The math behind the Support Vector Machines algorithm.

In this blog-post we are gonna talk about one of the most powerful and fascinating techniques in Machine Learning: Support Vector Machines.

In the field of Statistical Learning the *Support Vector Machine* technique is a *binary classification* algorithm which aims to find the hyperplane which is able to separate the data with the largest *margin* possible. The concept of margin is illustrated in the following images.

Suppose we have a set of points in \(\mathbb{R}^2\), each point belongs to a class \(\in\{-1,+1\}\)

We want to find the best hyperplane (in this case a *line*) which is able to correctly separate the data.

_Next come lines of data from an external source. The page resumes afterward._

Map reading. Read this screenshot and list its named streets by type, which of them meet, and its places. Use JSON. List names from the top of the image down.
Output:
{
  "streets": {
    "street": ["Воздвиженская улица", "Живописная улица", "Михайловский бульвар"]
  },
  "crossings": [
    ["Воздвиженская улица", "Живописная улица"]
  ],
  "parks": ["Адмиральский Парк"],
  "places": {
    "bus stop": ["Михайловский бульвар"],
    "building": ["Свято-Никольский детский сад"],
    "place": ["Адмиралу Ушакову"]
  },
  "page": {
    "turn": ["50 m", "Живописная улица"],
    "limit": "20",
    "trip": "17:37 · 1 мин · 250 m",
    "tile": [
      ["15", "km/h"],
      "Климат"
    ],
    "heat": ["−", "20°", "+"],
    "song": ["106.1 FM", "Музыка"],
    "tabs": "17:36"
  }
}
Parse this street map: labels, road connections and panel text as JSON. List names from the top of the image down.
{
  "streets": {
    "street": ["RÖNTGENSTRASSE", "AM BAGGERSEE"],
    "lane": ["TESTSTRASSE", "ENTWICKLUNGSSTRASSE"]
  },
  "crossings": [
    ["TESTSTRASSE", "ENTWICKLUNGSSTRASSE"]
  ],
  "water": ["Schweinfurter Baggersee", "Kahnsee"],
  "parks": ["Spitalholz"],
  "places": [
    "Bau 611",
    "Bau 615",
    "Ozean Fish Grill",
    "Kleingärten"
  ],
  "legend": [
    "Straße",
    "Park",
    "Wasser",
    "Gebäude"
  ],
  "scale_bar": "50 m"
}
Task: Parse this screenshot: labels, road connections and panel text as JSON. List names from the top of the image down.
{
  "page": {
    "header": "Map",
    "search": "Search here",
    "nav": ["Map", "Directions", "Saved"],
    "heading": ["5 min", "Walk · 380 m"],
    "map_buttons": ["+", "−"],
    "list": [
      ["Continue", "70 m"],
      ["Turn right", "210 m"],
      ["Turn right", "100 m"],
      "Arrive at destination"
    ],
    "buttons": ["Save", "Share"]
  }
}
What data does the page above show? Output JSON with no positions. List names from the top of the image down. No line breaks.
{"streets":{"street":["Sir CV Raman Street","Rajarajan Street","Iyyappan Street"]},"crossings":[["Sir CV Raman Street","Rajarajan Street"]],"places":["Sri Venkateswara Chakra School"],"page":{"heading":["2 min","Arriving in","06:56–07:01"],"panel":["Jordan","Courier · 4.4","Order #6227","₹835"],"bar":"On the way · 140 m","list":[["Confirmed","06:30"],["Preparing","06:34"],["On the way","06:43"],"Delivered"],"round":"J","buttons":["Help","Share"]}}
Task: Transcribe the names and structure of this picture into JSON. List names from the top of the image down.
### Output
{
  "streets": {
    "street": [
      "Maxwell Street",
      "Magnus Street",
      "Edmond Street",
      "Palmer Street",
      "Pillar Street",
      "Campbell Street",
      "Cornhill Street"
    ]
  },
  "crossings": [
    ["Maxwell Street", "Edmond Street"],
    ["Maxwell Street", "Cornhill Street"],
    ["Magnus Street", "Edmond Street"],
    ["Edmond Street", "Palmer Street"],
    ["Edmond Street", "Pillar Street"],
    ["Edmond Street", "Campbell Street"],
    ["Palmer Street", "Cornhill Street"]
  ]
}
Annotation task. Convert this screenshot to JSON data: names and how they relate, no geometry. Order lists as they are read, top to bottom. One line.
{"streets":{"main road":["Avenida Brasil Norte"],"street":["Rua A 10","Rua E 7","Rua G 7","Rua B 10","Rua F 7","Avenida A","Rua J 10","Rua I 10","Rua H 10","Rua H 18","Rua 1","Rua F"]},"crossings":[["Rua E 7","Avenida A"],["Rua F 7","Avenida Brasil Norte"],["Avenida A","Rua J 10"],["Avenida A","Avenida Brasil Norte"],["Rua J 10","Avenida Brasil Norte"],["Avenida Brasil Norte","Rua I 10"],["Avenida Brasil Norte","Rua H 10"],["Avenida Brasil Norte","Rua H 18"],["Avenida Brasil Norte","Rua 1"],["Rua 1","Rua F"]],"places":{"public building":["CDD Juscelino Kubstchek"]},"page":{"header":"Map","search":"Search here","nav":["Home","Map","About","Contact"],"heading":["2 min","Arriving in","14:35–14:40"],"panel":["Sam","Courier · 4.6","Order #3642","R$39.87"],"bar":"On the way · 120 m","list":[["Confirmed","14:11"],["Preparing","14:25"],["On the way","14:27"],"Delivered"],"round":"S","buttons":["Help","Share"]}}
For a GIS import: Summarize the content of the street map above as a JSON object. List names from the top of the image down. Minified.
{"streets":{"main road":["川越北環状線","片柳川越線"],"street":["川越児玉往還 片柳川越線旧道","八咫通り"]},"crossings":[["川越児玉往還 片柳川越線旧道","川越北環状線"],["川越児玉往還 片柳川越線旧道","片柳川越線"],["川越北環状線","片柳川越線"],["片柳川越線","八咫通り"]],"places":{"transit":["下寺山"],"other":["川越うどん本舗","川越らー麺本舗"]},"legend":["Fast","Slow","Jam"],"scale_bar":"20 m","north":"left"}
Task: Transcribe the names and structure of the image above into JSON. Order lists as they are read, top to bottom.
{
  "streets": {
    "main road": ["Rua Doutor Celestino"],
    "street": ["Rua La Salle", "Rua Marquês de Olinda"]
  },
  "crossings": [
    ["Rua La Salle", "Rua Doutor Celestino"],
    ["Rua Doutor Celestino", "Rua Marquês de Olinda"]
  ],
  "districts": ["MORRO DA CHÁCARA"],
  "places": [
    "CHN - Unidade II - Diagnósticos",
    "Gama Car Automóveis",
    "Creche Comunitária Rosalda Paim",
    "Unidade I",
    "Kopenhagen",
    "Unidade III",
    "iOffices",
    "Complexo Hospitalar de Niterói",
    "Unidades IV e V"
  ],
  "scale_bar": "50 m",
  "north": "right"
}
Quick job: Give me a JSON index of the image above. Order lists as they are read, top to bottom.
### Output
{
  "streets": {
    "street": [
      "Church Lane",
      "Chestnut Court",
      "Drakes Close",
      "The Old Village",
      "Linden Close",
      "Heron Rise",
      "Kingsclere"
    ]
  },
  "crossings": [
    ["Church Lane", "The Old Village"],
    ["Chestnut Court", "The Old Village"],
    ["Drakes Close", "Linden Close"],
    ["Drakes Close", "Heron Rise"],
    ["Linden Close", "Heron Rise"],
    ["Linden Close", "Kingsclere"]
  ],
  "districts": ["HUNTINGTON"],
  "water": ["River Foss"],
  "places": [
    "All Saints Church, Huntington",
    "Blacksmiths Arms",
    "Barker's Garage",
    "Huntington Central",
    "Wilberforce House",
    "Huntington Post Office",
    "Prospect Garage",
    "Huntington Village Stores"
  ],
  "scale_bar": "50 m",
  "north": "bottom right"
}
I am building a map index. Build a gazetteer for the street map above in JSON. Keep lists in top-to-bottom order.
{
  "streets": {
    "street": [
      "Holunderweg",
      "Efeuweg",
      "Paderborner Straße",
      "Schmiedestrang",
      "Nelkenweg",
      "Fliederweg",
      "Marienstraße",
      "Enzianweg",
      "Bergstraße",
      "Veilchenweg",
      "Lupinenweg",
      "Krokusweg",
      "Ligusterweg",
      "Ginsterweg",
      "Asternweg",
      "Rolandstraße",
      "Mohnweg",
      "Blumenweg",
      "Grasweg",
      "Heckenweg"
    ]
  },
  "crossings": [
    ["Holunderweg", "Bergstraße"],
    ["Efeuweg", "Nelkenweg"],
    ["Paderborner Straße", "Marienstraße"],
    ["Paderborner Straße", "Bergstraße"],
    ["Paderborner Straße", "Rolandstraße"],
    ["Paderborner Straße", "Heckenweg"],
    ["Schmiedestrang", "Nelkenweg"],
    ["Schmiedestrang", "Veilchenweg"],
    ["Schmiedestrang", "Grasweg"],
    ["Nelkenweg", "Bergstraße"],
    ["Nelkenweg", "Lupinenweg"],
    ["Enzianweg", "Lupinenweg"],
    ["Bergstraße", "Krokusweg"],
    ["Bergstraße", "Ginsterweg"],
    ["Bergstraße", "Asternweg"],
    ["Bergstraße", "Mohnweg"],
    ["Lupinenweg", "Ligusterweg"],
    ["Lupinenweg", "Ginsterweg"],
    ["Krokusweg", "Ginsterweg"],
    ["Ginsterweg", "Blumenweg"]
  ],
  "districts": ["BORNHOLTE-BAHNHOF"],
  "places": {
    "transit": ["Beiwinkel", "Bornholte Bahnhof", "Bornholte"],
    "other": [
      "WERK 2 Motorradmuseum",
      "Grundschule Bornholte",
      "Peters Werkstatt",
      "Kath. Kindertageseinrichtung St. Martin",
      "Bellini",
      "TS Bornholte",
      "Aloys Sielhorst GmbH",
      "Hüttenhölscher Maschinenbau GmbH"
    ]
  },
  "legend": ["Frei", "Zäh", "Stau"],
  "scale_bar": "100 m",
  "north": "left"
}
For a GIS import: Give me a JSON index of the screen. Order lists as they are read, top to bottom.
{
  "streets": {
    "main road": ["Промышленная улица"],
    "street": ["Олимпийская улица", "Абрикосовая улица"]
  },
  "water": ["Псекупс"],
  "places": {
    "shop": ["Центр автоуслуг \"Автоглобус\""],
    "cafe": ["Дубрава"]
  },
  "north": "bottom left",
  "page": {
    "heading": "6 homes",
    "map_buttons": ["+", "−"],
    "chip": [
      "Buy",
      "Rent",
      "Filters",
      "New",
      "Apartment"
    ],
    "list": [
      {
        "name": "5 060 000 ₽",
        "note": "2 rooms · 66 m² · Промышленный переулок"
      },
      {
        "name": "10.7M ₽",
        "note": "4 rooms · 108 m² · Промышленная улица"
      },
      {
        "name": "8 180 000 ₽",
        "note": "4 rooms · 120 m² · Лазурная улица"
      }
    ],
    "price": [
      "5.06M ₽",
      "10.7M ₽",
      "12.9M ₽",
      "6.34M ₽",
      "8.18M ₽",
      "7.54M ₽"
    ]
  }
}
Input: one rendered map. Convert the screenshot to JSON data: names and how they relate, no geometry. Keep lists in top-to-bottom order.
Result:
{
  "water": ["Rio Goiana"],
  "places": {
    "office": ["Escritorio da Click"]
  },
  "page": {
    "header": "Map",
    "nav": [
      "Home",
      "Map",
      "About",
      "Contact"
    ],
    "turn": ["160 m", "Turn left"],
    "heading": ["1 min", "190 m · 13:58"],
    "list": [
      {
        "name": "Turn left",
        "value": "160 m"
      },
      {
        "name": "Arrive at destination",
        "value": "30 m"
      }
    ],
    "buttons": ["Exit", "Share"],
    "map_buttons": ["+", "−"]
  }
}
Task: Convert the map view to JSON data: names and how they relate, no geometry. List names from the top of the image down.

We identify this hyperplane by maximizing the *margin*, i.e. the distance from the *hyperplane* to the closest points of both classes, we call this points *support vectors*.

In this case we identified two *support vectors*, they are called like that because they support the dashed lines, which represent the set of points equidistant from the separating hyperplane.

The *margins* from the support vectors to the hyperplane are drawed in red

Before diving into the theory of the algorithm let’s have a look at the history behind it.

The birth of SVMs dates back to \(1963\) in Russia, when *Vladimir Vapnik* and *Aleksondr Lerner* introduced the Generalized Portrait algorithm.

After almost \(30\) years, at the end of \(1990\), *Vapnik* moved to the USA and joined *Bernhard Boser* and *Isabelle Guyen* at the Adaptive Systems Research Department at AT&T Bell Labs in New Jersey, where the algorithm was refined.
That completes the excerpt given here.